[The task]:
Read through the entries below and return each line with the word "rows".

━━━ Provided information ━━━

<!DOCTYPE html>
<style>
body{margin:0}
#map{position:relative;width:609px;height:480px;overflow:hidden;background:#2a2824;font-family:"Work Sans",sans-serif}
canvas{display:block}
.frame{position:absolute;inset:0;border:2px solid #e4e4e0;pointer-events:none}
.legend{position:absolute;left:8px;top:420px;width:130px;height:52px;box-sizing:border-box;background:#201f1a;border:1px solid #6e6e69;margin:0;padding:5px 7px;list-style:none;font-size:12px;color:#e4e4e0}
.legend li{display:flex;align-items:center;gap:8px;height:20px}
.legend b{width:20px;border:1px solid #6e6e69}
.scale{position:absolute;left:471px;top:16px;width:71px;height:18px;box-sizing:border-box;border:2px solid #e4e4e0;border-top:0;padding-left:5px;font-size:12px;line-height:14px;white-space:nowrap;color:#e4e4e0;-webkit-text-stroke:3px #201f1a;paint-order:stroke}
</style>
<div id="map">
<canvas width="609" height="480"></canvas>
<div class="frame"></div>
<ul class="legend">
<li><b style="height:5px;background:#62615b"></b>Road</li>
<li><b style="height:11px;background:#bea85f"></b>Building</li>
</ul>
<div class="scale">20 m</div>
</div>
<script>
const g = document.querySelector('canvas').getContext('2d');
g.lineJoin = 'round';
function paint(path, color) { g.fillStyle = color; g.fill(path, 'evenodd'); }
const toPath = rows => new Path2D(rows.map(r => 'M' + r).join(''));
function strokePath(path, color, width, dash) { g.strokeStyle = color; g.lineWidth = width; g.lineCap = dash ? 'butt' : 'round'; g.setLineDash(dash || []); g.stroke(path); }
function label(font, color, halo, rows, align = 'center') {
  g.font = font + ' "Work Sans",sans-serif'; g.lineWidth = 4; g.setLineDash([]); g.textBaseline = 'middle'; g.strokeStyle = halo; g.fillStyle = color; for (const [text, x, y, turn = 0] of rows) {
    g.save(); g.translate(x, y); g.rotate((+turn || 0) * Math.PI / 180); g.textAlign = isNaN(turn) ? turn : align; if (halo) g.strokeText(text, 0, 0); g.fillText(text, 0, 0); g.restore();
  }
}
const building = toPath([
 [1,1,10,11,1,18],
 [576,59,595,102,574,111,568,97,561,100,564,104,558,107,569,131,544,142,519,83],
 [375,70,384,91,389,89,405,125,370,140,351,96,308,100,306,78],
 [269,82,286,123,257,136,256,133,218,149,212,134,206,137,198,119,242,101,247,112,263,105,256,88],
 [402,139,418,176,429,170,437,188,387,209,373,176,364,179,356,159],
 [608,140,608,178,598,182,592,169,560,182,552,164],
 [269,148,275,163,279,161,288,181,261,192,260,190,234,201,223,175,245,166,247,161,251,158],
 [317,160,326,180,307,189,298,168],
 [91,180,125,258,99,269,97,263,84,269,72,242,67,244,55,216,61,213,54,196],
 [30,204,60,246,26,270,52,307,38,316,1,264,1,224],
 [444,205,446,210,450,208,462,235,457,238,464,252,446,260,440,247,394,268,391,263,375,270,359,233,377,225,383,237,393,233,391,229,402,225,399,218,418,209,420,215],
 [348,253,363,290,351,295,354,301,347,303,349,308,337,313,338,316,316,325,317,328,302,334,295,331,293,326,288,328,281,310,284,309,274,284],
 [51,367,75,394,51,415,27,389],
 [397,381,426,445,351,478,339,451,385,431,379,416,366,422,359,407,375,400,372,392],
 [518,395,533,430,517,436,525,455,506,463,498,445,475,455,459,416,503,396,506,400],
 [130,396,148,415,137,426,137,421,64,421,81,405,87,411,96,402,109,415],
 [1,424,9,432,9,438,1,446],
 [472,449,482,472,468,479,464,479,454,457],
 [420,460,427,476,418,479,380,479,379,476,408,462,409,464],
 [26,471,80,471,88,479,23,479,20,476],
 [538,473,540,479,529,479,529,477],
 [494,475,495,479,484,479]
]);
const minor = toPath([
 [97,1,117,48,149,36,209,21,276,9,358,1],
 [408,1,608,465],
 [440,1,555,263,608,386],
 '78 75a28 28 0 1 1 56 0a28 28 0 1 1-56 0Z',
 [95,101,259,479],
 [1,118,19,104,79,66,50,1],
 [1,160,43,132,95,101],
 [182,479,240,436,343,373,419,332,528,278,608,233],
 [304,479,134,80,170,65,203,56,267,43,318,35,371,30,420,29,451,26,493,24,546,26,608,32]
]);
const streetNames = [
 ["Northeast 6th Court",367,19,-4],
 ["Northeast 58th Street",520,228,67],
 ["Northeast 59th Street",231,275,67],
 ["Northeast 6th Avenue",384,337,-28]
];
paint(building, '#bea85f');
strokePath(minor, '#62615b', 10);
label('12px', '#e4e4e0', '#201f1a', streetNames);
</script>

━━━

[Written answer]:
const toPath = rows => new Path2D(rows.map(r => 'M' + r).join(''));
function label(font, color, halo, rows, align = 'center') {
  g.font = font + ' "Work Sans",sans-serif'; g.lineWidth = 4; g.setLineDash([]); g.textBaseline = 'middle'; g.strokeStyle = halo; g.fillStyle = color; for (const [text, x, y, turn = 0] of rows) {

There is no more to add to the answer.